LISTED RECORDS »
_ _ _

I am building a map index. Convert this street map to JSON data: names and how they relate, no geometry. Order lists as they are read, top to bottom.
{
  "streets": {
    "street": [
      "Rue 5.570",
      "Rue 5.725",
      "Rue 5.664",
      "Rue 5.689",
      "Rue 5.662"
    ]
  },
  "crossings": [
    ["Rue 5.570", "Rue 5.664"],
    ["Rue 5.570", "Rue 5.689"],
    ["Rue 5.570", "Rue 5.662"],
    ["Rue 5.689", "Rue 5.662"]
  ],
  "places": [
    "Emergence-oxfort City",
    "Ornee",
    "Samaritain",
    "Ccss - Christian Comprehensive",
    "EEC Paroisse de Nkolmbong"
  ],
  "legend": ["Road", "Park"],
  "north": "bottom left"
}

_ _ _

THE PROBLEM » Copy all of the data. Keep every word exactly as it is.

WRITTEN RESPONSE »
I am building a map index. Convert this street map to JSON data: names and how they relate, no geometry. Order lists as they are read, top to bottom.
{
  "streets": {
    "street": [
      "Rue 5.570",
      "Rue 5.725",
      "Rue 5.664",
      "Rue 5.689",
      "Rue 5.662"
    ]
  },
  "crossings": [
    ["Rue 5.570", "Rue 5.664"],
    ["Rue 5.570", "Rue 5.689"],
    ["Rue 5.570", "Rue 5.662"],
    ["Rue 5.689", "Rue 5.662"]
  ],
  "places": [
    "Emergence-oxfort City",
    "Ornee",
    "Samaritain",
    "Ccss - Christian Comprehensive",
    "EEC Paroisse de Nkolmbong"
  ],
  "legend": ["Road", "Park"],
  "north": "bottom left"
}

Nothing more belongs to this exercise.